The Ray and Python versions must match the head — Ray refuses to connect a worker whose Ray or Python minor version differs from the cluster head’s. The quickest way to satisfy all of the above is to start from a CHIA base image, which already does.
Extend a CHIA base image with your tool
ghcr.io/ucb-bar/chia is the canonical base. It is
rayproject/ray:2.54.0-cpu with the chia package pip-installed on top, so
it already provides the right Python, Ray 2.54.0, the chia package (and its
MCP/FastAPI dependencies), and a ray user with HOME=/home/ray. You just
add your tool:
FROM ghcr.io/ucb-bar/chia:latest
# Install your tool's system dependencies as root, then drop back to `ray`.
USER root
RUN apt-get update \
&& apt-get install -y --no-install-recommends my-tool openssh-client rsync \
&& rm -rf /var/lib/apt/lists/*
USER ray
# (Optional) make your tool discoverable on the login-shell PATH.
ENV PATH="/opt/my-tool/bin:${PATH}"
That image is ready to be a CHIA worker — no EXPOSE, ENTRYPOINT, or
ray start is needed in the Dockerfile; CHIA supplies those at run time.
Note
A login shell (bash --login) sources /etc/profile and
~/.bash_profile / ~/.profile but not ~/.bashrc. Put anything
your tool needs on the PATH via ENV in the Dockerfile, or activate it
in worker_env_commands / worker_setup_commands in the cluster YAML —
don’t rely on ~/.bashrc.
Extend your tool image with CHIA
When you already have a working image — a vendor EDA tool, your own build
environment, anything not based on rayproject/ray — you don’t rebuild it from
scratch. You layer a self-contained CHIA interpreter on top, leaving the
image’s own Python and tools untouched.
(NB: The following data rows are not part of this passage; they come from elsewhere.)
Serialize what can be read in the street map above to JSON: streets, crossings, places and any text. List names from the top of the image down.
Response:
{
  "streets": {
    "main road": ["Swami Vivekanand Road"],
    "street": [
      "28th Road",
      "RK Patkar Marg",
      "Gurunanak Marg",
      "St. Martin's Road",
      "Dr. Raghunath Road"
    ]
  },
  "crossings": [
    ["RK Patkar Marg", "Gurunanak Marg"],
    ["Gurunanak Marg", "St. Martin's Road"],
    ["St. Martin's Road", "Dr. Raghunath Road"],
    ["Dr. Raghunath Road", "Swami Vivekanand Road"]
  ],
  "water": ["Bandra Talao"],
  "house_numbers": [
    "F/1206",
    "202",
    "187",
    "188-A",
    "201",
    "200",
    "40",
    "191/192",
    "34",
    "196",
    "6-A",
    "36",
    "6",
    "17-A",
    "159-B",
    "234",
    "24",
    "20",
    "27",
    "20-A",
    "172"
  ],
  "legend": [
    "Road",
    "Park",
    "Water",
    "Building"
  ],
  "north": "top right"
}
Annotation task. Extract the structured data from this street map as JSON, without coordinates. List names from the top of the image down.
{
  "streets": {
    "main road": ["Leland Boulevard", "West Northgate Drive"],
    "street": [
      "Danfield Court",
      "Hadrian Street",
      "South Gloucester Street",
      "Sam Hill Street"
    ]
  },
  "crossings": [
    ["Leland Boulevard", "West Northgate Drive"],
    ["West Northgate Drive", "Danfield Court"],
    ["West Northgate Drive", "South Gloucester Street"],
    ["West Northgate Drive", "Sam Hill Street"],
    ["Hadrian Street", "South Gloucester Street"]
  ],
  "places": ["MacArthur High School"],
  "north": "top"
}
CHIA only needs Ray, the chia package,
and Python 3.10.19; keeping those in their own venv means they can’t disturb
whatever Python your tool already depends on.
The pattern (the same one CHIA’s chia-circt image uses,
since its base ships a different Python): install a relocatable Python 3.10.19,
make a dedicated venv for Ray + chia, and put it first on the PATH.
FROM your-registry/your-tool-image:latest
USER root
# Add transport + download tools if the base lacks them.
RUN apt-get update \
&& apt-get install -y --no-install-recommends curl ca-certificates openssh-client rsync \
&& rm -rf /var/lib/apt/lists/*
# A relocatable Python 3.10.19 (glibc 2.17), independent of the image's own
# Python. Pin these to match every other worker on the cluster.
ARG PYTHON_VERSION=3.10.19
ARG PBS_TAG=20260203
RUN curl -fsSL \
"https://github.com/astral-sh/python-build-standalone/releases/download/${PBS_TAG}/cpython-${PYTHON_VERSION}+${PBS_TAG}-x86_64-unknown-linux-gnu-install_only.tar.gz" \
| tar -xzf - -C /opt \
&& mkdir -p /home/ray/anaconda3/envs \
&& /opt/python/bin/python3 -m venv /home/ray/anaconda3/envs/py_worker \
&& /home/ray/anaconda3/envs/py_worker/bin/pip install --no-cache-dir \
"ray[default]==2.54.0" pyyaml
# Install the chia package into that venv. chia isn't on PyPI, so install from
# your chia checkout (here copied in from the build context).
COPY chia /tmp/chia
RUN /home/ray/anaconda3/envs/py_worker/bin/pip install --no-cache-dir /tmp/chia \
&& rm -rf /tmp/chia
# Put CHIA's interpreter first so `ray`, `python`, and `chia` resolve to it.
ENV PATH="/home/ray/anaconda3/envs/py_worker/bin:${PATH}"
ENV HOME=/home/ray
WORKDIR /home/ray
# Allow an arbitrary UID — chia up may launch with --user $(id -u):$(id -g).
RUN mkdir -p /home/ray && chmod -R a+rwX /home/ray && chmod a+rw /etc/passwd
Note
Prepending the venv to PATH makes python / pip resolve to CHIA’s
interpreter for the whole container. If your image’s tools rely on their own
python being first on the PATH, either invoke them by absolute path, or
skip the global ENV PATH and instead prepend
/home/ray/anaconda3/envs/py_worker/bin only in the node type’s
worker_env_commands — that is enough for CHIA’s ray start to find Ray.
The same steps on a bare ubuntu (or python) base build a worker entirely
from scratch. dockerfiles/ChiaCirctBaseDockerfile is a complete worked example
of this pattern (CHIA layered onto a CIRCT toolchain on ubuntu:24.04), and
dockerfiles/SimWorkerMinimalDockerfile shows the smallest viable image.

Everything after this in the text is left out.